We use the term pilot to refer to any trial of the materials before selection. Pilots can be a single unit or a full year and can include a small number of teachers or entire schools or grades.


guiding questions

notes & resources

  • 1.
    Which materials had the strongest reviews?
  • 2.
    Are there any we can rule out?
  • 3.
    What were the trends in strengths and concerns for the top-rated materials?
  • 4.
    Does our budget match the cost of the top-rated materials?
  • 1.
    What do we want to learn from the pilot?
  • 2.
    How are we going to collect and evaluate the implications of the pilot?
  • Pilots can be conducted with multiple sets of materials to distinguish between them as part of decision-making or after you have a front runner to confirm the decision and inform implementation.
  • A pilot can take as little time as one unit or as much as a year. The resource Guidance on Pilots and Selection provides overviews of pilot purposes and design considerations. Page 27 of Lift Education’s Instructional Materials Implementation Guidebook also outlines some of the benefits of piloting instructional materials.
  • Pilots will bring up plenty of questions.
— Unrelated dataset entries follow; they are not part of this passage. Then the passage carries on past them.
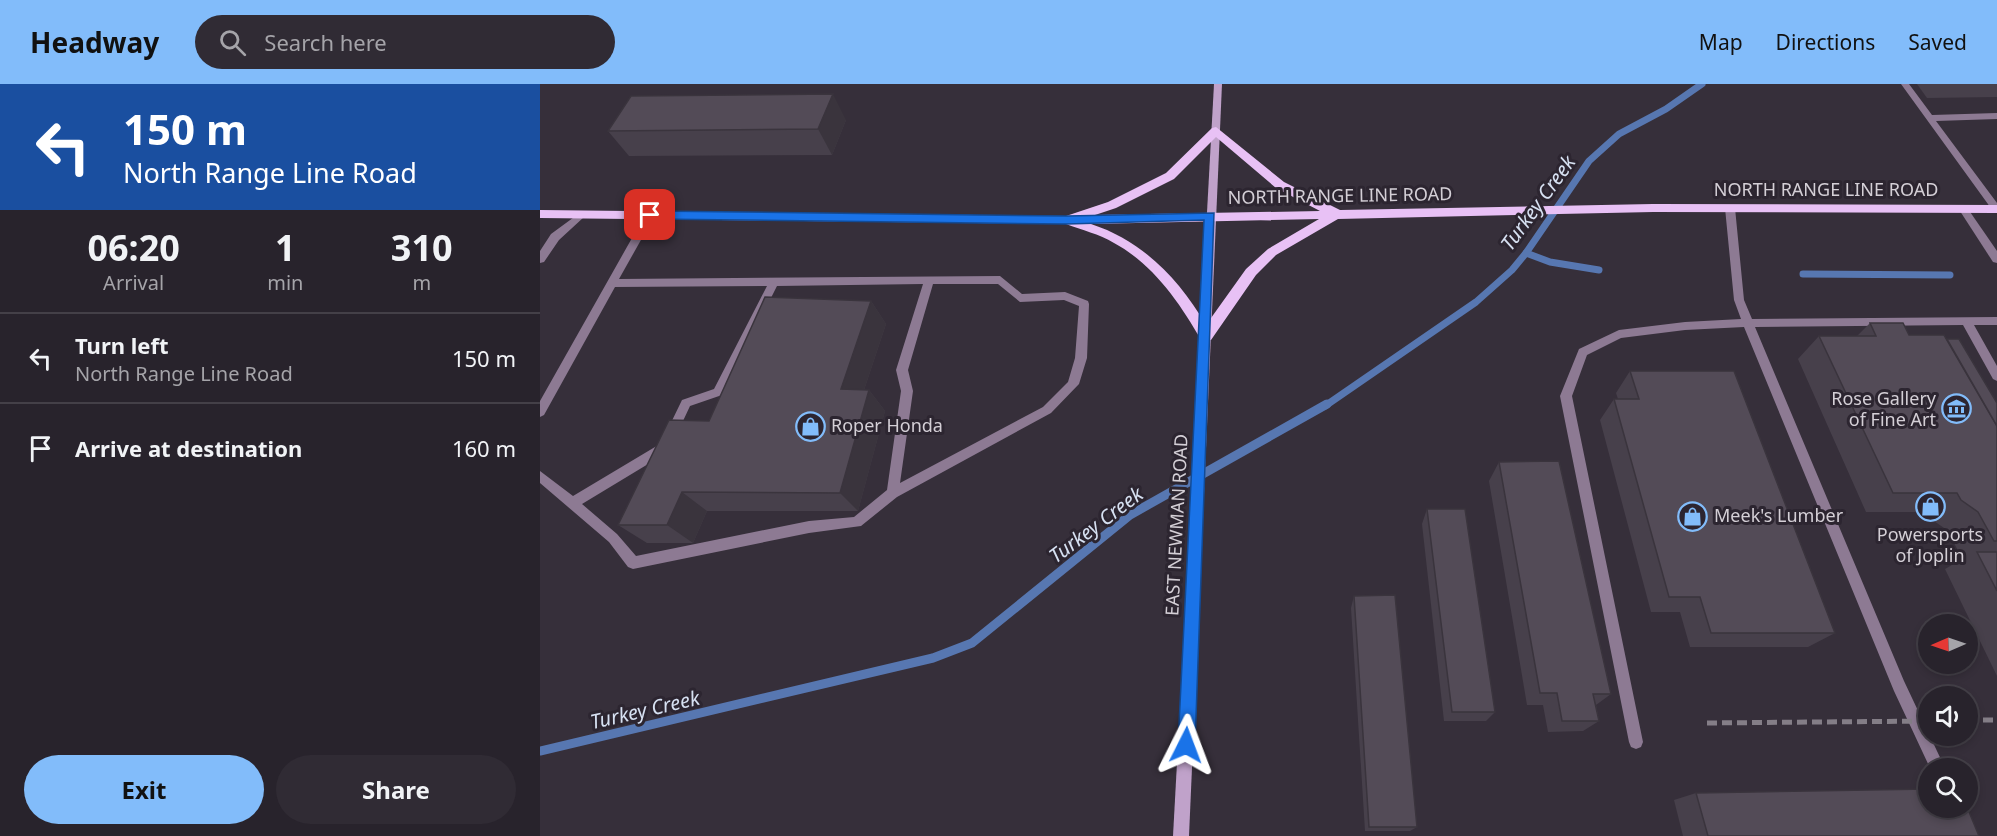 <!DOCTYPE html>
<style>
body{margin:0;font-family:"Noto Sans",sans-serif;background:#302b34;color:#f1f3f6;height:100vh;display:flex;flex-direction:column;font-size:22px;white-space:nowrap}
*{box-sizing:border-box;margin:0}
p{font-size:20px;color:#a5a4a9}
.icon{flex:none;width:33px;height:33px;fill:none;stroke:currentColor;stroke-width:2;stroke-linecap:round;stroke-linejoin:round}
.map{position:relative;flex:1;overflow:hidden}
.details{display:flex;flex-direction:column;background:#28232c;width:540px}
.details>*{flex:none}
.top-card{background:#1a4fa0;color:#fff;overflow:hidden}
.needle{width:39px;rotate:268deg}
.fabs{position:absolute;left:1378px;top:530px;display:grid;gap:12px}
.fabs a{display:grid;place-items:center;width:60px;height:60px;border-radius:50%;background:#28232c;box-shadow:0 3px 9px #0003,0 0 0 2px #444048;font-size:30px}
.pin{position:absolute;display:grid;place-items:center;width:51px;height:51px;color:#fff;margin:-26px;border-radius:12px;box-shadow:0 3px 9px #0006}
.me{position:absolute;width:66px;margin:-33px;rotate:3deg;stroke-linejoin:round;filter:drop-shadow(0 0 4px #0008)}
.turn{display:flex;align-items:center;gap:21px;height:126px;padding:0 24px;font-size:27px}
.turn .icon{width:78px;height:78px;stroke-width:2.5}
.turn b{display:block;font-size:42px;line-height:51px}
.eta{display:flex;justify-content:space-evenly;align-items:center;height:102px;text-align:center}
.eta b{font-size:36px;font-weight:700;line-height:42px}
.button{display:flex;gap:12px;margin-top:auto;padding:12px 24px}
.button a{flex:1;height:69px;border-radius:36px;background:#82bcfa;color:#111;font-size:24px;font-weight:700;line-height:69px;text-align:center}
.button a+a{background:#302b34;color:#f1f3f6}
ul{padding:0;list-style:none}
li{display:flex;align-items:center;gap:18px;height:90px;padding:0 24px;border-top:2px solid #444048}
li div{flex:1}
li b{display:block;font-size:22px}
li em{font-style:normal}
header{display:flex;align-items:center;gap:36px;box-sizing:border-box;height:84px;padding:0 30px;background:#82bcfa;color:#111}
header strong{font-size:28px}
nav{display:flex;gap:33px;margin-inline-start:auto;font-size:21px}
.search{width:420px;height:54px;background:#302b34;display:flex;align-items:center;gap:15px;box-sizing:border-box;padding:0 21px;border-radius:33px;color:#a5a4a9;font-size:22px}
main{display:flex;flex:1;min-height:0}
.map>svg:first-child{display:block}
</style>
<header>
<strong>Headway</strong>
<div class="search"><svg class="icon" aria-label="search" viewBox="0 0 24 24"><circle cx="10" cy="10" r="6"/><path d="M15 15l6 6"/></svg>Search here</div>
<nav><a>Map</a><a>Directions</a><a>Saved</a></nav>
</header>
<main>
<section class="details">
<div class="top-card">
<div class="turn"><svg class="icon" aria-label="left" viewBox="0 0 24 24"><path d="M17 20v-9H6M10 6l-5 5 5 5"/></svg><div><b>150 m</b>North Range Line Road</div></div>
</div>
<div class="eta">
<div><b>06:20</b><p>Arrival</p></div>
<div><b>1</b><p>min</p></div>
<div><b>310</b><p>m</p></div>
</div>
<ul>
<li><svg class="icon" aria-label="left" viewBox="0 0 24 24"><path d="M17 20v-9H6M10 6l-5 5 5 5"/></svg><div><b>Turn left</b><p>North Range Line Road</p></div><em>150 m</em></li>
<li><svg class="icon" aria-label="arrive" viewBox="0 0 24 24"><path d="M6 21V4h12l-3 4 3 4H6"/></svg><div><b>Arrive at destination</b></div><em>160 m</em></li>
</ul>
<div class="button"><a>Exit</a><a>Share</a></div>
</section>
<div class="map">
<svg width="1457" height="752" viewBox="0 0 1457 752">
<rect width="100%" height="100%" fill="#362f3a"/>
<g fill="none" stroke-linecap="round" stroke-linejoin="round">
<g stroke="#5777b1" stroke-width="7">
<polyline points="986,169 1010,178 1059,186"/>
<polyline points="1263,190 1410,191"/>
<polyline points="785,322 936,218 972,186 986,169 1049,77 1079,50 1126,25 1162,0"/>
</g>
<polyline stroke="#5777b1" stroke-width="9" points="0,667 393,574 432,559 590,431 787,320"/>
<g fill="#8d7a93" fill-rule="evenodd">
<polygon points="1361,0 1369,0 1392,31 1457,29 1457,35 1396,37 1457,119 1457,128 1453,127"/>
<polygon points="1190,121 1195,124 1204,216 1212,235 1457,233 1457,241 1434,241 1457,282 1457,297 1453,295 1423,241 1215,243 1364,597 1405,684 1390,684 1354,607 1204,243 1145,246 1081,254 1047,271 1032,312 1103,658 1101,663 1096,665 1091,663 1089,658 1020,312 1039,265 1079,246 1145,238 1201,235 1194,216 1185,124"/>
<polygon points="1423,121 1426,122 1457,167 1457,179 1453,178 1418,124"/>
<polygon points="41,128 44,129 44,133 19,156 4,178 0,179 0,167 11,150"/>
<path d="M110,128L115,131L79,195L460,192L482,210L525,208L548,217L549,220L547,274L539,300L511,329L357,413L321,442L269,449L93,485L88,483L69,458L0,399V387L33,412L120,360H128L130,364L128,368L42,420L77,450L96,472L269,437L314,433L347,406L361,307L356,286L383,200L237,202L182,311L150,322L136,352H128L126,349L142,316L174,305L227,202L75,203L4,331L0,333V317L105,131ZM393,200H458L480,218L524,216L539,222L535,274L528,298L503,323L360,399L373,307L368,286Z"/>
</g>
<polygon fill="#c0a2ca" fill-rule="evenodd" points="674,0 682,0 649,752 633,752"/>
<path fill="#e8c1f5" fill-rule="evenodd" d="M676,43L744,98L800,126L1113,120L1457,121V129L1113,128L798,135L736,171L716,191L671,256H661C640,219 613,180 574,159C559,150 542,146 526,140L0,134V126L526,132L568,118L626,89L672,44ZM676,53L736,104L780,127L555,131L576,124L634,95ZM779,135L728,165L706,185L666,241C639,195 603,157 551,140Z"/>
<g stroke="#847e87" stroke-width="5" stroke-dasharray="10 5" stroke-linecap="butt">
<polyline points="1428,636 1457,636"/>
<polyline points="1167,639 1389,637"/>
</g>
</g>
<g fill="#47404b">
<polygon points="1377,0 1457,0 1457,13 1387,14"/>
<polygon points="306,36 292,71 89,72 68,47"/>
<polygon points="331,217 346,240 324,306 329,306 345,327 318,427 167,427 153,459 107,459 78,441"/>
<polygon points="1330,239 1369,251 1407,255 1457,319 1457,592 1405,485 1424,474 1422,474 1407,446 1391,435 1387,428 1326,428 1258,275 1279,252 1317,252"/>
<polygon points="1090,287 1295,549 1268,563 1150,563 1140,528 1111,528 1060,336 1074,315 1078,315 1076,309"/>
<polygon points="959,378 1071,610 1056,621 1059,637 1043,647 1008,648 1003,621 987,621 949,397"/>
<polygon points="887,425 955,628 946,637 904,637 882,440"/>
<polygon points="814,512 877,743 870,747 825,747 811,524"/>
<polygon points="1156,709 1439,752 1143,752 1134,716"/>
</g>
<g fill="#3a343d">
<polygon points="293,10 306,36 292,71 278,45"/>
<polygon points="331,217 346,240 317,327 301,305"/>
<polygon points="329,306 345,327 318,427 300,409"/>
<polygon points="142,408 167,427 153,459 127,441"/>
</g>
<g fill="#534b57" stroke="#3a343d" stroke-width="1.5">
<polygon points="293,10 278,45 68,47 91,12"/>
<polygon points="225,213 331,217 301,305 329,306 300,409 142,408 127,441 78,441 129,336 169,337"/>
<polygon points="1330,239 1363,239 1369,251 1404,251 1457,342 1457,457 1454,457 1438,428 1421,416 1417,409 1353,409 1279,252 1336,252"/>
<polygon points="1407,255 1419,255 1457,319 1457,342"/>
<polygon points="1090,287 1194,287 1295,549 1171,549 1160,513 1129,513 1074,315 1099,315"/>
<polygon points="1019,377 1071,610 1053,610 1059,637 1022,637 1017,609 1000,609 959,378"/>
<polygon points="887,425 925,425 955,628 912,628"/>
<polygon points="1437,468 1457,468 1457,507"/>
<polygon points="855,511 877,743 829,743 814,512"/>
<polygon points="1389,705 1389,723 1427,723 1439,752 1168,752 1156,709"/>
</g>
<polygon fill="#1a73e8" stroke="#114b97" stroke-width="1.5" points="110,127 527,132 674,129 655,661 652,667 646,669 640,667 638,661 664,136 527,140 110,135 105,131"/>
<defs>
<symbol id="museum-ring" viewBox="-11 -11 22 22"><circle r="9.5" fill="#2c2530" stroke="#82bcfa" stroke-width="1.5"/><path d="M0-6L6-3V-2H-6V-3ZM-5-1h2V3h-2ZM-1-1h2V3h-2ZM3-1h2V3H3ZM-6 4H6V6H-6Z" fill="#82bcfa"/></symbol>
<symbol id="shop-ring" viewBox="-11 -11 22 22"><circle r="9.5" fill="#2c2530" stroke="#82bcfa" stroke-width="1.5"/><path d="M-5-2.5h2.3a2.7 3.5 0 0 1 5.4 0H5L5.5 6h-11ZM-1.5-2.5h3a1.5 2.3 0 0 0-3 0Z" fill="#82bcfa"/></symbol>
</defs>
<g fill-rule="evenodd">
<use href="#museum-ring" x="1400" y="308" width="33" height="33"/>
<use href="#shop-ring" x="254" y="326" width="33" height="33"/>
<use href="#shop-ring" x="1374" y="406" width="33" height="33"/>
<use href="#shop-ring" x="1136" y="416" width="33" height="33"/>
</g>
<g text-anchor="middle" stroke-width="6" stroke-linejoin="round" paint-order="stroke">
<g font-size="18" fill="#d4cfd6" stroke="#2c2530">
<text x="1286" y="112">NORTH RANGE LINE ROAD</text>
<text transform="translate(800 112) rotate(-1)" y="6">NORTH RANGE LINE ROAD</text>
<text transform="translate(637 441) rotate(-87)" y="6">EAST NEWMAN ROAD</text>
</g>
<g font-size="18" fill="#d4cfd6" stroke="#2c2530" text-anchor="start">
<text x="1396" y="321" text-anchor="end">Rose Gallery<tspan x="1396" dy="21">of Fine Art</tspan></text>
<text x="291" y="348">Roper Honda</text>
<text x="1174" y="438">Meek's Lumber</text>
<text x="1390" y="457" text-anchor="middle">Powersports<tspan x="1390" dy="21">of Joplin</tspan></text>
</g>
<g font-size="20" font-style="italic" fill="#d7e1f2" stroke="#2c2530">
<text transform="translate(998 119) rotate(-54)" y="7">Turkey Creek</text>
<text transform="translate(556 441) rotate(-37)" y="7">Turkey Creek</text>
<text transform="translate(105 626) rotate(-13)" y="7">Turkey Creek</text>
</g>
</g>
</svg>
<div class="fabs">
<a><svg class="needle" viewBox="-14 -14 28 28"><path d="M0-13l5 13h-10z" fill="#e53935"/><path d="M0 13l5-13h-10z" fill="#a5a4a9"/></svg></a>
<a><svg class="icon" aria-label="sound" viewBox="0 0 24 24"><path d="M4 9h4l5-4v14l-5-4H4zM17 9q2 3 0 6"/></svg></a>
<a><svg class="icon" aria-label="search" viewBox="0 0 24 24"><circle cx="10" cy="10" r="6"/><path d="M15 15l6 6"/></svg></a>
</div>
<div class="pin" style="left:110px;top:131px;background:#d93025"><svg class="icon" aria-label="arrive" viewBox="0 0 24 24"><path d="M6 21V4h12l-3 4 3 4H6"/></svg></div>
<svg class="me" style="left:646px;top:661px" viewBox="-20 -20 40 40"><path d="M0-17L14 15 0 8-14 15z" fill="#1a73e8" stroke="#fff" stroke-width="4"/></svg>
</div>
</main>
Make sure you have a way of logging all the questions that come up because these will only intensify with full scale implementation.
  • Not all early implementers chose to pilot. The ones who did shared that it was helpful for surfacing strengths and challenges of different materials. This is an optional step, but can be very helpful for better understanding the materials and gaining investment across the system.
  • 3.
    What grade or teachers would be best for our pilot group?
  • 4.
    Which units will we pilot?
  • 5.
    What materials, training, or orientation do pilot teachers need before they launch?
  • 6.
    What did we learn from the pilot to inform selection?
  • 7.
    What did we learn from the pilot to inform needed implementation support?
  • Return to the rubric and non-negotiable criteria to anchor the conversation about what challenges should inform implementation versus selection.
  • 1.
    Which materials are we going to select?
  • 2.
    Why did we select these materials?
  • 3.
    What are we most excited and optimistic about with these materials?
  • 4.
    What do we anticipate will need attention during implementation with these materials?
  • You outlined how you intended to make the decision in Step I.1.B: Determine how the final decision will be made. Now it is time to do so.
  • Remember, this is about supporting and strengthening instruction. This decision is a big one, but materials alone do not guarantee great instruction.
  • 1.
    How will we communicate the final decision?
  • 2.
    Is there a sequence we need to plan for how we roll out the decision? Who will communicate what?
  • 3.
    What are the key talking points that we want to reinforce in all communications?
  • 4.
    What questions will each group of stakeholders have, and what answers can we have ready?
  • The Curriculum Talking Points and FAQ on Selection is a template with talking points and frequently asked questions.
  • You will get questions that you are not going to be able to answer and will need to work through in Phase II. Do not try to answer implementation questions right now – but do make a promise you’ll be able to keep about when you will be able to answer them.